The Bank of Canada has raised its benchmark interest rate by another 25 basis points, bringing it to levels not seen since 2001 amid fears the decline in inflation “could stall.”
The central bank’s key interest rate now stands at 5.0 per cent following back-to-back hikes.
Many economists, including Canada’s big six banks, had expected the move amid signs of resilience in the Canadian economy and fears that annual inflation would not fall all the way back to the central bank’s target of two per cent.
Overall inflation has cooled to 3.4 per cent in May from a recent peak of 8.1 per cent in June 2022, but the Bank of Canada’s policymakers have expressed concern that a tight labour market and a resilient economy could make it more difficult to tamp down inflation.
Bank of Canada governor Tiff Macklem told reporters Wednesday that while the central bank’s governing council feels the rate hikes to-date have made “considerable progress” in slowing inflation, “underlying pressures are proving more persistent than expected.”
The central bank now expects inflation will hover around three per cent for the next year before “gradually declining to (two per cent) in the middle of 2025.” This is later than previous expectations that inflation would hit two per cent by the end of 2024.
The Bank of Canada is also worried that progress “could stall,” it said in its release Wednesday, leaving inflation stuck above the two per cent target.
Future interest rate decisions will be taken on a meeting-by-meeting basis, Macklem said.
“We’re taking it one decision at a time.”
The Bank’s policymakers did consider leaving the key rate unchanged in July, Macklem said, but ultimately not hiking now could mean they’d have to raise rates even higher in the future.
He said the Bank of Canada is trying to “balance the risks” in each scenario.
“If we don’t do enough now, we’ll likely have to do even more. But if we do too much, we risk making economic conditions unnecessarily painful for everybody,” Macklem said.
CIBC senior economist Andrew Grantham said in a note to clients Wednesday morning that the tone of the Bank’s statement implies the risks are “skewed towards another hike after the summer.”
The Bank of Canada also released a new monetary policy report on Wednesday with revised expectations for economic growth.
The central bank now expects gross domestic product (GDP) growth of 1.5 per cent in both the second and third quarters of 2023.
On the year, the Bank expects GDP growth will be stronger than first expected in 2023 and slightly weaker in 2024.
Macklem had previously said that the needed cooldown in demand could result in a technical recession — negative economic growth for two or more consecutive quarters — en route to getting inflation back down to the two per cent target.
Macklem didn’t rule out a recession when speaking to reporters on Wednesday, but he said that, based on the Bank of Canada’s latest projects, “there is a path back to price stability while maintaining growth, so there is no recession.”
From CIBC’s perspective, however, Grantham said the economy could underperform the Bank of Canada’s expectations in the months ahead, which should allow the central bank to leave its policy rate unchanged for the rest of the year.

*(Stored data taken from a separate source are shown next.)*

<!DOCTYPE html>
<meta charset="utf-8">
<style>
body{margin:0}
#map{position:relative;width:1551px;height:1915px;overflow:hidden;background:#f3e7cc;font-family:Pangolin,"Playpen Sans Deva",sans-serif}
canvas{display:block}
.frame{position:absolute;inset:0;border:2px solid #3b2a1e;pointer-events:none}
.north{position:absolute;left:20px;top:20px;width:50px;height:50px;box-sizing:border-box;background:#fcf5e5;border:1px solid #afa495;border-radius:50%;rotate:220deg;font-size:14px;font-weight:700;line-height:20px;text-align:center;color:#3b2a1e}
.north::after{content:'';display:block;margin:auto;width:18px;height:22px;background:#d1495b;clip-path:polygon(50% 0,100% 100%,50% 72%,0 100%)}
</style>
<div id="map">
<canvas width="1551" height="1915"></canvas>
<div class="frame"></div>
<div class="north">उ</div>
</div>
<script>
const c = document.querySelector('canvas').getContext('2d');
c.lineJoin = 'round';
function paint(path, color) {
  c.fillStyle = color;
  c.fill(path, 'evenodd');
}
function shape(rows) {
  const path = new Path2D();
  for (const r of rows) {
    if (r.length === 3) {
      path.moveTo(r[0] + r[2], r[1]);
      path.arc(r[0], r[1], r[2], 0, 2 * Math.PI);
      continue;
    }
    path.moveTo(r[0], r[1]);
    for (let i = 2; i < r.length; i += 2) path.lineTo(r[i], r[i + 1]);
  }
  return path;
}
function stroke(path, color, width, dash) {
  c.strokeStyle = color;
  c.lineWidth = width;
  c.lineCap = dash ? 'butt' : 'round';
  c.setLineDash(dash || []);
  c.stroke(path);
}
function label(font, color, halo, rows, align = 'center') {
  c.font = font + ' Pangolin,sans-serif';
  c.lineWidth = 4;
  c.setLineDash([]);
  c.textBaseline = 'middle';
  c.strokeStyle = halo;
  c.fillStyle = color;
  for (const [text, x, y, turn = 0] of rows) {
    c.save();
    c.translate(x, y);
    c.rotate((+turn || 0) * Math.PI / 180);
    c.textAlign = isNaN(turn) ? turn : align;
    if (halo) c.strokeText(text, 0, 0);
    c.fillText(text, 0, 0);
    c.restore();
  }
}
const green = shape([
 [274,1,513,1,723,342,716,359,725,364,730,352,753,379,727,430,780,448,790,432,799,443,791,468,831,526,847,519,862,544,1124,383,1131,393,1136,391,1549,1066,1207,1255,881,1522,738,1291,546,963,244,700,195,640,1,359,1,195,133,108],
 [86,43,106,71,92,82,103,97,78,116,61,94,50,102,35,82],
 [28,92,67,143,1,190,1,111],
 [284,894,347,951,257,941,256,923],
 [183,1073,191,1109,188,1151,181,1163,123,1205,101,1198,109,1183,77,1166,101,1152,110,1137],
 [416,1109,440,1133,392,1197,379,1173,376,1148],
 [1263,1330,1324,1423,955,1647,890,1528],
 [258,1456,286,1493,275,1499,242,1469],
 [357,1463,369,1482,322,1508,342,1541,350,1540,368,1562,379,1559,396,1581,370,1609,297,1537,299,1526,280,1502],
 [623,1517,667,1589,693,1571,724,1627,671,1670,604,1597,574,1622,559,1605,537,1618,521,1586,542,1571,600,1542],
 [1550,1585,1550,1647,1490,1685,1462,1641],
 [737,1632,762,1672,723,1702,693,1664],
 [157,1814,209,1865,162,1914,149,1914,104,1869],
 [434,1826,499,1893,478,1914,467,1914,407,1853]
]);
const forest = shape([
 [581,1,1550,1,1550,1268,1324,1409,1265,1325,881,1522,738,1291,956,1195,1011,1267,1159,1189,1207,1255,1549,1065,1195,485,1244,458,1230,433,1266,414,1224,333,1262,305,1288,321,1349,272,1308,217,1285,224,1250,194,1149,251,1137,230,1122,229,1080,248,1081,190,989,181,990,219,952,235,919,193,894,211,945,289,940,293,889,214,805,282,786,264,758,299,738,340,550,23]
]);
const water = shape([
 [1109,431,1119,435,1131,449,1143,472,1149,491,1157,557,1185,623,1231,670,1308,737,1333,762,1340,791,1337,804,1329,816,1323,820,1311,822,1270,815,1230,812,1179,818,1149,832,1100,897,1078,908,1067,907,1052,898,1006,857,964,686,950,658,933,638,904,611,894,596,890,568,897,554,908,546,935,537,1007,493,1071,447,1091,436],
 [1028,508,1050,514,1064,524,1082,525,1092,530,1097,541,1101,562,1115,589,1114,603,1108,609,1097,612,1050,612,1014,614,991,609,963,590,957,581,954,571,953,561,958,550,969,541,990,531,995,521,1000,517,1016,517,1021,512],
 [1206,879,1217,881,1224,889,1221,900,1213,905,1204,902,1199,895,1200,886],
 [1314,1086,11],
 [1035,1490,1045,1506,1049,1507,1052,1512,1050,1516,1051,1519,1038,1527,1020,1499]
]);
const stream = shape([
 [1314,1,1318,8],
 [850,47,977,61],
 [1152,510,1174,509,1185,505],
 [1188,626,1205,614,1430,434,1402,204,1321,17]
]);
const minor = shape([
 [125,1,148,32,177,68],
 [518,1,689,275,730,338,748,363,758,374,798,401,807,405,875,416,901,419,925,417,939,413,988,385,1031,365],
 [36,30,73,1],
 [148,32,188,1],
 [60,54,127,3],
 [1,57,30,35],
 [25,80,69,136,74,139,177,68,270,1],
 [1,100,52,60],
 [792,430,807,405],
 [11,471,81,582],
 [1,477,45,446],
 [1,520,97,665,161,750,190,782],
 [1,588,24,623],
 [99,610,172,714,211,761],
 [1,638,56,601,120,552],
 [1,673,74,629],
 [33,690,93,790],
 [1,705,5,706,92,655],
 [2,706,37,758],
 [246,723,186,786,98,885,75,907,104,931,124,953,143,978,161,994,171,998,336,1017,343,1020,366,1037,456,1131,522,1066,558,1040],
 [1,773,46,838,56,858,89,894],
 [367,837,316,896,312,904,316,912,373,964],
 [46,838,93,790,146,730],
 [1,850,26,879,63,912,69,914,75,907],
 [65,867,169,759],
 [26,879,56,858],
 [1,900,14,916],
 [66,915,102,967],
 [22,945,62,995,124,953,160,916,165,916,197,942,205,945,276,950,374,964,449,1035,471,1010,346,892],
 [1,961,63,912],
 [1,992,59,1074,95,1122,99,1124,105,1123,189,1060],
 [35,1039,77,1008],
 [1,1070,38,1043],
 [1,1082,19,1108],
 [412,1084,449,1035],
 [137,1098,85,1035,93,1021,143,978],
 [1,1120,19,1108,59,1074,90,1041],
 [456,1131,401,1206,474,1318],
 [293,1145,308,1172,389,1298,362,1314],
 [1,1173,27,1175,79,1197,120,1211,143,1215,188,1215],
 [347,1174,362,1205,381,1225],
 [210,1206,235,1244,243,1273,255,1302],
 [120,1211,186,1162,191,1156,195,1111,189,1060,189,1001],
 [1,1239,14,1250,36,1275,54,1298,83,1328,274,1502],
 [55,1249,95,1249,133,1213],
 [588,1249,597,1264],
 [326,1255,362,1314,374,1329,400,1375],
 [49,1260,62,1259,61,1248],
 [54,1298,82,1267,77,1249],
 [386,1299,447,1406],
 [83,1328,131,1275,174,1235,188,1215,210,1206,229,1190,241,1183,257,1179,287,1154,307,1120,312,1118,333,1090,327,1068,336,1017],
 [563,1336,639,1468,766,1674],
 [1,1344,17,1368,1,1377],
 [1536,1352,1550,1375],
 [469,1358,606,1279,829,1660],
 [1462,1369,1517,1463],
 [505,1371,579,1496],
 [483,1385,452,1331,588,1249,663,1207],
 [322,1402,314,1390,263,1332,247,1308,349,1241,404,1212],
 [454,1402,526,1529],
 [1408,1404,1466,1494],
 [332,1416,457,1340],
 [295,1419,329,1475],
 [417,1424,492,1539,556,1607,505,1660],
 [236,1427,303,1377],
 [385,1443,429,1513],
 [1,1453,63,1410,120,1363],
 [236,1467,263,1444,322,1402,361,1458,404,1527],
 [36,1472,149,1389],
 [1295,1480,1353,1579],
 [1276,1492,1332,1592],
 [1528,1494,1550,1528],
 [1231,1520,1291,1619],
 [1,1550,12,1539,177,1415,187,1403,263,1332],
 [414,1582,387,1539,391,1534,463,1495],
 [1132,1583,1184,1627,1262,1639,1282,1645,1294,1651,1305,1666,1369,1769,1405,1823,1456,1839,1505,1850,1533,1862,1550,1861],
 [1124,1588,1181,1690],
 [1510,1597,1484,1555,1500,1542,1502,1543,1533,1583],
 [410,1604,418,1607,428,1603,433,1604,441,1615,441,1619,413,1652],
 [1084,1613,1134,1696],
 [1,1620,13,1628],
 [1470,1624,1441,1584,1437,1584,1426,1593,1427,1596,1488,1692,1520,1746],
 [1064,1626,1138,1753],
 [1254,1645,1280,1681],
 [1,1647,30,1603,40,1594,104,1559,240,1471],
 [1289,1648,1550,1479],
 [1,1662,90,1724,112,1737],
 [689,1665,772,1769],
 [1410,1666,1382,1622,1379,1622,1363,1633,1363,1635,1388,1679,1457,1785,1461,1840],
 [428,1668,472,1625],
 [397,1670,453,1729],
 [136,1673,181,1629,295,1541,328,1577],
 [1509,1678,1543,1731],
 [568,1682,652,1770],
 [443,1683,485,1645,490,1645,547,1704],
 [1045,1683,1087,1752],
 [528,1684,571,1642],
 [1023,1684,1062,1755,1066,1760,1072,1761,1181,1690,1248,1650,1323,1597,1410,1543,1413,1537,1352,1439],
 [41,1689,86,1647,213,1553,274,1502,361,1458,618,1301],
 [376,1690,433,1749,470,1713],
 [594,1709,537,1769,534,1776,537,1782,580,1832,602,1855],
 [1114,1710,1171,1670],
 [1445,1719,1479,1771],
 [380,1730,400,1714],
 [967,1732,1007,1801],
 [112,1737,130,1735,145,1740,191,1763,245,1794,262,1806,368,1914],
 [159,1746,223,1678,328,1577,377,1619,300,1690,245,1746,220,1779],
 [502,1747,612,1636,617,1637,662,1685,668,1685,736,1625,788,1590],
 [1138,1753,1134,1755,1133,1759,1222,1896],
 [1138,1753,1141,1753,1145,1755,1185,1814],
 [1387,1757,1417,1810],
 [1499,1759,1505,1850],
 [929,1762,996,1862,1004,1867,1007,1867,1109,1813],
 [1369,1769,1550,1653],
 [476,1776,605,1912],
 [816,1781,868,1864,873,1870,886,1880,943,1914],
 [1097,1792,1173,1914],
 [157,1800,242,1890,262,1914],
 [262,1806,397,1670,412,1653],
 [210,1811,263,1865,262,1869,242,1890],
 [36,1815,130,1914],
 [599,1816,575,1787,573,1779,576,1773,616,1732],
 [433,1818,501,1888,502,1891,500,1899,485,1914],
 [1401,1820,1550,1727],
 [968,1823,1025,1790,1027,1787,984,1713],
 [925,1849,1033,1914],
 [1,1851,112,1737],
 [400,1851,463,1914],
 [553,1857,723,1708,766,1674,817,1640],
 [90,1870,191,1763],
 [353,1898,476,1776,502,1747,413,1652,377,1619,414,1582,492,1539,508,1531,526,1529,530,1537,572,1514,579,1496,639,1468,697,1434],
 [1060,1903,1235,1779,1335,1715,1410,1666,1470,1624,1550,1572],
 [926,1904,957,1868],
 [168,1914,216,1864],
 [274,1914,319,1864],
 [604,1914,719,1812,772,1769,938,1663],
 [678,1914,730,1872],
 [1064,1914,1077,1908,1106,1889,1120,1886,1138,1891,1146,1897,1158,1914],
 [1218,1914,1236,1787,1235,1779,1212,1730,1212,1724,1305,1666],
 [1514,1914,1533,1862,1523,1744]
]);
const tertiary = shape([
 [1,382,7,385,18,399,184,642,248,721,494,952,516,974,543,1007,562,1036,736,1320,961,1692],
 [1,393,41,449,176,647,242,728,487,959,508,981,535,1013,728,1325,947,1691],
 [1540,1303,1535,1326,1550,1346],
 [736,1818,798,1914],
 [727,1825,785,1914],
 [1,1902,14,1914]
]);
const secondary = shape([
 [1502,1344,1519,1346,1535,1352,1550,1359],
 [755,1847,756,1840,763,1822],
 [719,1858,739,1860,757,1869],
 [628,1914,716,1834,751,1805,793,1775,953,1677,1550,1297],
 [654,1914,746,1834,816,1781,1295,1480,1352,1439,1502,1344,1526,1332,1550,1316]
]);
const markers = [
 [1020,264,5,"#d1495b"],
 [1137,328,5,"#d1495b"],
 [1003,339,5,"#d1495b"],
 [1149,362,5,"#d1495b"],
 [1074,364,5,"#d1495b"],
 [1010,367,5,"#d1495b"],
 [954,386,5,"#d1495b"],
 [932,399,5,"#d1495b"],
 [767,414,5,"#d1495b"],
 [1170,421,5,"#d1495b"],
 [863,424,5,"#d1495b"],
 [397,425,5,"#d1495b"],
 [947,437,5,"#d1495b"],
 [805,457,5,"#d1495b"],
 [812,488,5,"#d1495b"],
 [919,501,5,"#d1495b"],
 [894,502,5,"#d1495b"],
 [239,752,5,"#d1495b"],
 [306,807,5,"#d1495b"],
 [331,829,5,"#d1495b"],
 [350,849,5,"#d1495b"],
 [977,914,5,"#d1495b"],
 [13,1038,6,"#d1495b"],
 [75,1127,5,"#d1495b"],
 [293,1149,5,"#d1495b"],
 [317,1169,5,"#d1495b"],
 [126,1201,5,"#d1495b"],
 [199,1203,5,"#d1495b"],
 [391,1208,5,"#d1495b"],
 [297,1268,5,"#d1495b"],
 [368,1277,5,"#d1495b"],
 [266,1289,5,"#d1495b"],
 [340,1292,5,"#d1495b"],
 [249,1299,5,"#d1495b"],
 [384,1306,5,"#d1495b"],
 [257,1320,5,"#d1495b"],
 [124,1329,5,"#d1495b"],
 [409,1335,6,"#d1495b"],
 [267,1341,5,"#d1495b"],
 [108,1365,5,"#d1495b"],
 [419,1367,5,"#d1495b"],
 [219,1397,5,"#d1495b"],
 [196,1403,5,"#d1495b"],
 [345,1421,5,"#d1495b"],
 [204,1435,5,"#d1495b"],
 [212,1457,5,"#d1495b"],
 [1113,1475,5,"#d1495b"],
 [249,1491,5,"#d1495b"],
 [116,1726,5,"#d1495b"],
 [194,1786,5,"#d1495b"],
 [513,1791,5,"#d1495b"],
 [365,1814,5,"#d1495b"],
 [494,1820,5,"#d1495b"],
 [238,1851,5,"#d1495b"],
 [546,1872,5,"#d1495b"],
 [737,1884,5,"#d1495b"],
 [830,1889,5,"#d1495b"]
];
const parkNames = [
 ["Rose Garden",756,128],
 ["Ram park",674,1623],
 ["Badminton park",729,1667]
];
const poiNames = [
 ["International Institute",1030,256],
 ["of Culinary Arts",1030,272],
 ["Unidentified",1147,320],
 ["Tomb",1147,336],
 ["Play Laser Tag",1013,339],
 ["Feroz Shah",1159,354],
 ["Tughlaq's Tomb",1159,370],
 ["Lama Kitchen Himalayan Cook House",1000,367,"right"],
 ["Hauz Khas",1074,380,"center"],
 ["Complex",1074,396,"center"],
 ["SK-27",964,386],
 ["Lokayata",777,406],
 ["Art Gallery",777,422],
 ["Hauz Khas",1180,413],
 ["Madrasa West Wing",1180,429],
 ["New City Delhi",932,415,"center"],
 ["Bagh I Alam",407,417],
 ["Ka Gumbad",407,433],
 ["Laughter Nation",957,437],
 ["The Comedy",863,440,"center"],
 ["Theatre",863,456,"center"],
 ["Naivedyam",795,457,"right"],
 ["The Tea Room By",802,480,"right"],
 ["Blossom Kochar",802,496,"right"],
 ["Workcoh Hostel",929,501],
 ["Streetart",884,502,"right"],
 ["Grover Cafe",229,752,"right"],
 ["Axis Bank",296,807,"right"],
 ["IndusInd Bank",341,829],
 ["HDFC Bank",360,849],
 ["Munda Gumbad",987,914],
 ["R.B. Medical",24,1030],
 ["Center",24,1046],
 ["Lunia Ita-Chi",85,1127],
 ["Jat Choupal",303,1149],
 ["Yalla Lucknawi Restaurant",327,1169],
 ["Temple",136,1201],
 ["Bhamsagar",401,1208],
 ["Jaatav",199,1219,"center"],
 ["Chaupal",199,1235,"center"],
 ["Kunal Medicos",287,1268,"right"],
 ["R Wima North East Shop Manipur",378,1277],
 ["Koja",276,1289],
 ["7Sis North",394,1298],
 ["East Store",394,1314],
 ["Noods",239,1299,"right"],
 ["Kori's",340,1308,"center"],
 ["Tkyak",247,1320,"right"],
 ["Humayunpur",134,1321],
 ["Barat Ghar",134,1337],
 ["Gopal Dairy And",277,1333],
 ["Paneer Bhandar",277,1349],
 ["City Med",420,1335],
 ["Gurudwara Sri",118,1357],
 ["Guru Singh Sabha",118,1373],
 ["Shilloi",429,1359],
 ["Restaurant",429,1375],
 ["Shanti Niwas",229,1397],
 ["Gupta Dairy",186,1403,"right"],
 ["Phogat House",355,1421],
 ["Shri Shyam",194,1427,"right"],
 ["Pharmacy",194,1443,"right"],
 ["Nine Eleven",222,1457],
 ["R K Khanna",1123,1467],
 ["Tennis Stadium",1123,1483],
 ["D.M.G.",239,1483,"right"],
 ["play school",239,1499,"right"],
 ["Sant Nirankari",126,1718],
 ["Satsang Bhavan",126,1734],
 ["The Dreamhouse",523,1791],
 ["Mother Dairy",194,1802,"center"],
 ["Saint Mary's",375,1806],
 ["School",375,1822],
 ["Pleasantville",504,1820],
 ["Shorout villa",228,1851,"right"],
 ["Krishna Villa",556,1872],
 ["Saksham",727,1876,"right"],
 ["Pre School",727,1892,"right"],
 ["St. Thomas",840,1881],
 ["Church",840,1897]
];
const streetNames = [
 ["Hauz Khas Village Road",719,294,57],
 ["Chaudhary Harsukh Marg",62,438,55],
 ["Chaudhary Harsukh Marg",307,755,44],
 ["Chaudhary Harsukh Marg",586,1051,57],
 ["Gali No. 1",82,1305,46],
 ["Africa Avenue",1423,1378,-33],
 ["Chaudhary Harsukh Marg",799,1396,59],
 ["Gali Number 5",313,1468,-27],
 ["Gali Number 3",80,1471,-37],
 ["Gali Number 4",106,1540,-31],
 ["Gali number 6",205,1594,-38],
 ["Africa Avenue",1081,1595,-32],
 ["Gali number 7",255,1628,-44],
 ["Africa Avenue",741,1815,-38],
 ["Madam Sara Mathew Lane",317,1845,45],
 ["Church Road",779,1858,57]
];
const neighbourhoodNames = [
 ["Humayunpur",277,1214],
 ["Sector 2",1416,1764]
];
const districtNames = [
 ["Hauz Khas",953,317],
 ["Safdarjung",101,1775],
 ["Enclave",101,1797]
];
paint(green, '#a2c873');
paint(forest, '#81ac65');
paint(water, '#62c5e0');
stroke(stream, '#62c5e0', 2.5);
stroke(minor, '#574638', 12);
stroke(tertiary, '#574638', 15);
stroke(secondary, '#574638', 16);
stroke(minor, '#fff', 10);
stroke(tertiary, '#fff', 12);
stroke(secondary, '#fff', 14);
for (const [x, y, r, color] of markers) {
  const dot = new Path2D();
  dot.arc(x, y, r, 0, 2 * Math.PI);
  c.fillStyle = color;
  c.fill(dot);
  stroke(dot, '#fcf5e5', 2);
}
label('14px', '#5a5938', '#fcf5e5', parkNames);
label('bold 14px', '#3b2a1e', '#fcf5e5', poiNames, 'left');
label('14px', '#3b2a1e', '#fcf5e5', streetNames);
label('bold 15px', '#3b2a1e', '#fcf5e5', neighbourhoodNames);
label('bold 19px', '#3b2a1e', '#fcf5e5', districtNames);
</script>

The Bank of Canada’s tightening cycle has now seen the policy rate rise 4.75 percentage points since March 2022. The central bank held its key rate steady in two consecutive decisions this year but came off the sidelines last month with a quarter-percentage-point hike.
Macklem reiterated Wednesday that it is “clearly too early to be talking about interest rate cuts.”
BMO chief economist Doug Porter said in a note to clients on Wednesday that the bank is pushing back its timeframe for rate cuts by one quarter. BMO now expects the Bank of Canada to begin trimming its policy rate in the second quarter of 2024.
Raising the interest rate increases the cost of borrowing for Canadians, particularly for homeowners renewing their mortgages or those with variable-rate loans that see payments rise in line with the central bank’s benchmark rate.
Prime Minister Justin Trudeau, speaking from the NATO summit in Lithuania, said the revelation that interest rates were moving even higher on Wednesday was “not the news that any Canadian wanted to receive this morning.”
Trudeau said the cost of living is a challenge facing other global leaders he has gathered with at the summit and he pointed to “targeted support” for Canadians with inflation such as the so-called “grocery rebate” that was delivered to an estimated 11 million households last week as evidence the government is taking the situation seriously.
“The cost of living is a real challenge everywhere around the world with record high inflation, with interest rates continuing to go up,” Trudeau said.
“We are very much focused on supporting Canadians, even as we create great jobs and grow the economy.”